**Task to carry out**
In the copy, every record below must appear exactly as given, and no picture may appear.

(Collected data)

▬▬▬▬▬▬

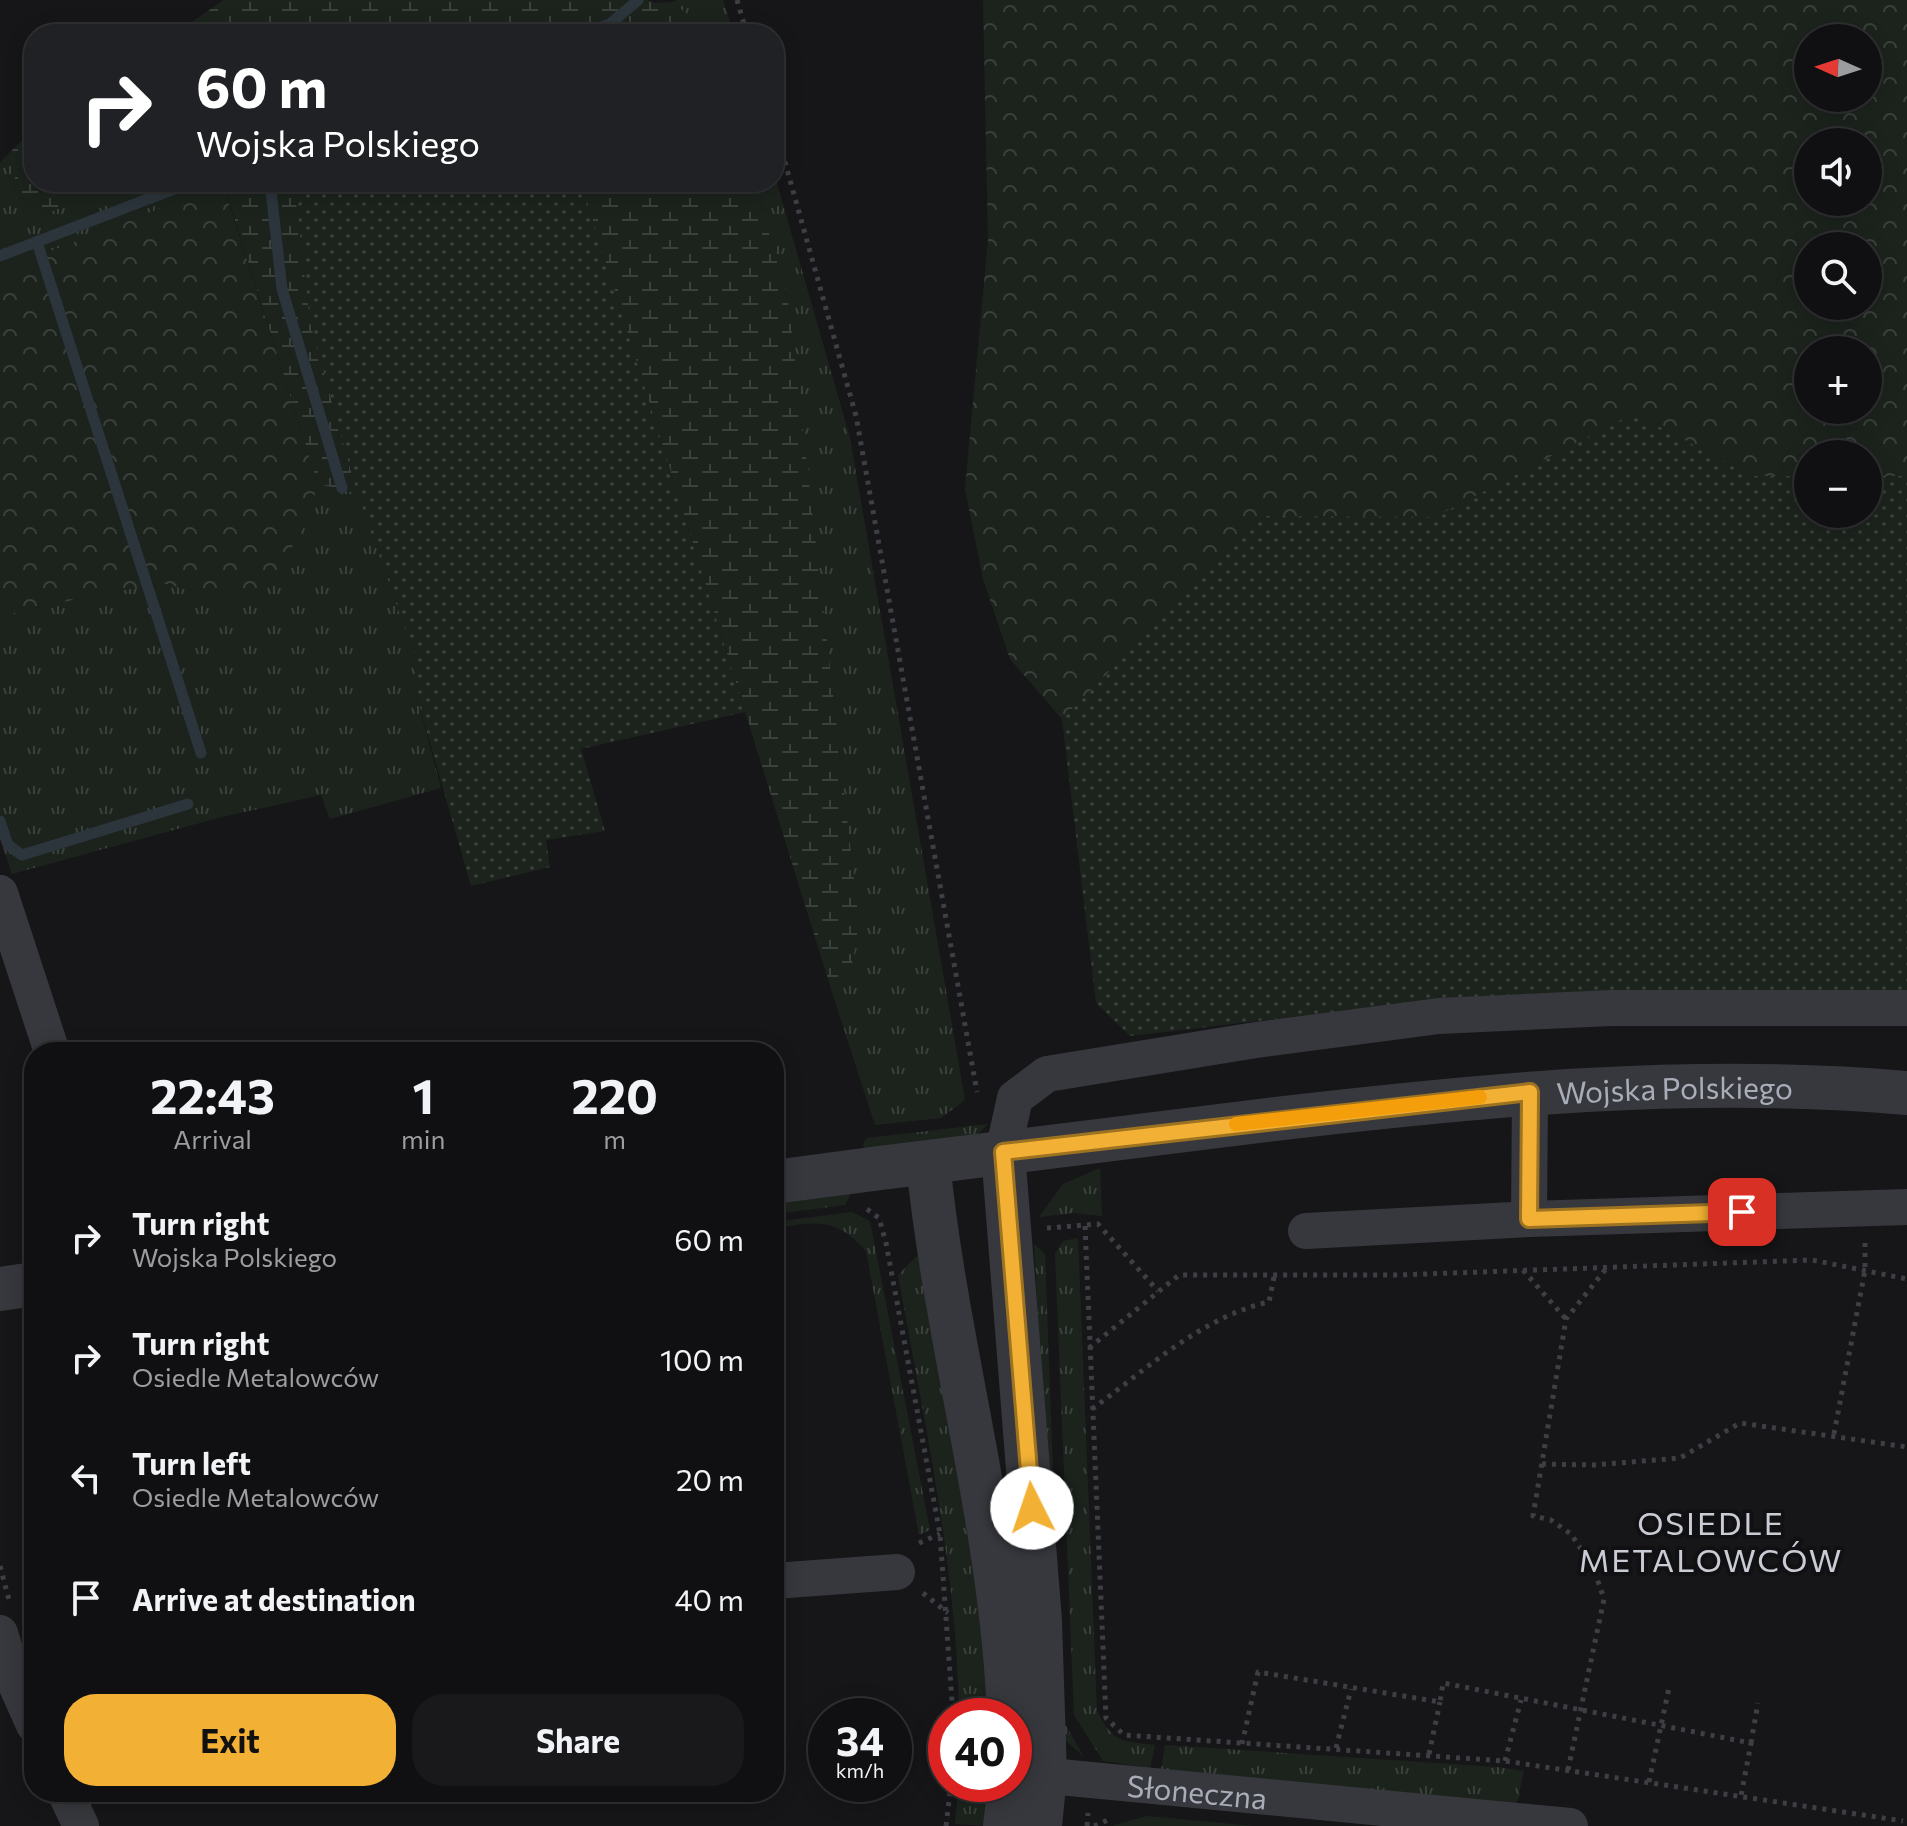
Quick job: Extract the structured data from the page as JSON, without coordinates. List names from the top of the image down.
{
  "streets": {
    "street": ["Wojska Polskiego", "Słoneczna"]
  },
  "districts": ["OSIEDLE METALOWCÓW"],
  "north": "left",
  "page": {
    "map_buttons": ["+", "−"],
    "turn": ["60 m", "Wojska Polskiego"],
    "eta": [
      "22:43",
      "Arrival",
      "1",
      "min",
      "220",
      "m"
    ],
    "list": [
      {
        "name": "Turn right",
        "note": "Wojska Polskiego",
        "value": "60 m"
      },
      {
        "name": "Turn right",
        "note": "Osiedle Metalowców",
        "value": "100 m"
      },
      {
        "name": "Turn left",
        "note": "Osiedle Metalowców",
        "value": "20 m"
      },
      {
        "name": "Arrive at destination",
        "value": "40 m"
      }
    ],
    "buttons": ["Exit", "Share"],
    "speed": "34 km/h",
    "limit": "40"
  }
}
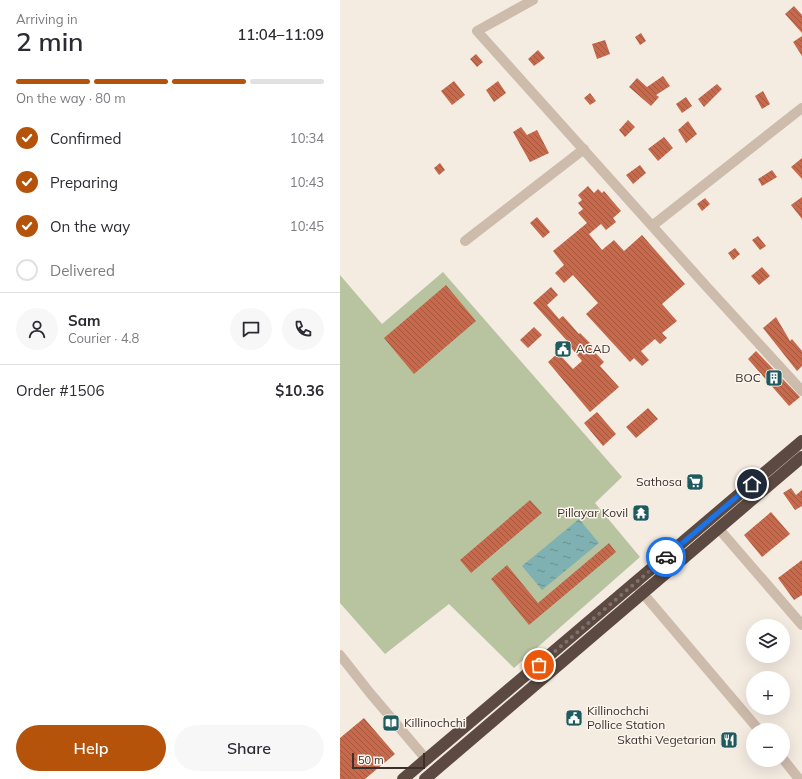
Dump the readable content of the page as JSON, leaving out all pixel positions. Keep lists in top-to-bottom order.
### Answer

▬▬▬▬▬▬

**Problem solution**
Quick job: Extract the structured data from the page as JSON, without coordinates. List names from the top of the image down.
{
  "streets": {
    "street": ["Wojska Polskiego", "Słoneczna"]
  },
  "districts": ["OSIEDLE METALOWCÓW"],
  "north": "left",
  "page": {
    "map_buttons": ["+", "−"],
    "turn": ["60 m", "Wojska Polskiego"],
    "eta": [
      "22:43",
      "Arrival",
      "1",
      "min",
      "220",
      "m"
    ],
    "list": [
      {
        "name": "Turn right",
        "note": "Wojska Polskiego",
        "value": "60 m"
      },
      {
        "name": "Turn right",
        "note": "Osiedle Metalowców",
        "value": "100 m"
      },
      {
        "name": "Turn left",
        "note": "Osiedle Metalowców",
        "value": "20 m"
      },
      {
        "name": "Arrive at destination",
        "value": "40 m"
      }
    ],
    "buttons": ["Exit", "Share"],
    "speed": "34 km/h",
    "limit": "40"
  }
}
Dump the readable content of the page as JSON, leaving out all pixel positions. Keep lists in top-to-bottom order.
### Answer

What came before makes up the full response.